TENNESSEE: One of Andrew Jackson’s Prized Possessions Back at Hermitage

Of all the tokens of appreciation governments sent him after the Battle of New Orleans, a small gold box, about the size of a deck of cards, was one of only five Jackson mentioned in his will. The snuff box was recently returned to Jackson’s home, but for years, it seemed the box might never leave the Hermitage at all.

The gold used to make the box is better than 18 karat. Its inscription reads: ‘Feb 23d 1819 Presented by the Mayor, Aldermen & Community of the City of New York to Major General Andrew Jackson, with the freedom of the city, as a testimony of respect for his high Military services.’ Credit: The Hermitage

The gold used to make the box is better than 18 karat.

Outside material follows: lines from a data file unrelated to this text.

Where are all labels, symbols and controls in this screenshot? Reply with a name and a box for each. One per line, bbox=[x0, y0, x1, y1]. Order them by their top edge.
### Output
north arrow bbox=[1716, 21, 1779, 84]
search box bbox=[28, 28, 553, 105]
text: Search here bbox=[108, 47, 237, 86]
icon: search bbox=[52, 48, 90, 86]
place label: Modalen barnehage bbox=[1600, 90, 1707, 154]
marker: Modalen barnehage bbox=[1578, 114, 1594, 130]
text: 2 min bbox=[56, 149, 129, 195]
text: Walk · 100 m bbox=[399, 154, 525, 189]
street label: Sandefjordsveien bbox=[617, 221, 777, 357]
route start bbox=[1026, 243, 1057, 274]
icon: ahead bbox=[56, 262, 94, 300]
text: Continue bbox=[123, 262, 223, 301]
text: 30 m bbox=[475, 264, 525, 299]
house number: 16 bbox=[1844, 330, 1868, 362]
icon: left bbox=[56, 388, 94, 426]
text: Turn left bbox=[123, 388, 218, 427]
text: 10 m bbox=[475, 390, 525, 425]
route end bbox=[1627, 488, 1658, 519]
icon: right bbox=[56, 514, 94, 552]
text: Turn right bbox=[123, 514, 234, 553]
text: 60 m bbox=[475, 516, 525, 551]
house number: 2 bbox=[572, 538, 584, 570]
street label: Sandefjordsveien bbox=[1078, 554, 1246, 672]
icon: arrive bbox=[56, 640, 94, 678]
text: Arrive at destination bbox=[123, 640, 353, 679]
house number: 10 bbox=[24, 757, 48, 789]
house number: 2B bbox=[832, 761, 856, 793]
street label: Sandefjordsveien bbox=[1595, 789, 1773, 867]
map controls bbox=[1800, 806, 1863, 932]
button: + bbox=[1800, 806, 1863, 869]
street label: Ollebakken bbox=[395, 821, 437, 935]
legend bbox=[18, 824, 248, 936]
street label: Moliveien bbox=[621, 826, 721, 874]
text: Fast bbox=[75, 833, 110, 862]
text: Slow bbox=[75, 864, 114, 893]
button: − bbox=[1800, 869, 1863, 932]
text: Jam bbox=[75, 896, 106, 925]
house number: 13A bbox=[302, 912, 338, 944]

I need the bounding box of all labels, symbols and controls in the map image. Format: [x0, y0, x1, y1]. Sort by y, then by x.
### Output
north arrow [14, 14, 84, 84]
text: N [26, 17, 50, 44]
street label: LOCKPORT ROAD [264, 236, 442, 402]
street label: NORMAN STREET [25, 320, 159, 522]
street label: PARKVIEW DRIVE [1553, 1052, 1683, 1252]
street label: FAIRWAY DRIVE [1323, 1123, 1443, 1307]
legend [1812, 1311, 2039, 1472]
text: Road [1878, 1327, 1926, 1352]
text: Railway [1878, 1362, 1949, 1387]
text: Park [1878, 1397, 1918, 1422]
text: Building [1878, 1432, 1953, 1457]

Its inscription reads: ‘Feb 23d 1819 Presented by the Mayor, Aldermen & Community of the City of New York to Major General Andrew Jackson, with the freedom of the city, as a testimony of respect for his high Military services.’ Credit: The Hermitage

The engraved box was a high honor bestowed on Jackson by the City of New York. It named him one of the nation’s greatest heroes.

It came with the freedom of the city, which was basically kind of making him a temporary citizen.

Hermitage curator Marsha Mullin says Jackson wanted the box to be returned to New York after his death as an award for another great warrior.

And so, in 1857, Jackson’s adopted son set off by train to present it to the man a committee had chosen as the most valiant New York officer in the Mexican-American War.

But while he was on the road, a veterans group launched a protest over the choice.

The honor was rescinded. Hundreds had gathered for a planned ceremony, but Andrew Jackson, Jr. turned right back to Nashville, box in hand.

Another recipient was eventually chosen, but then another war broke out.

So he didn’t come until after the Civil War to actually pick it up. And Andrew Junior had also by that time passed away.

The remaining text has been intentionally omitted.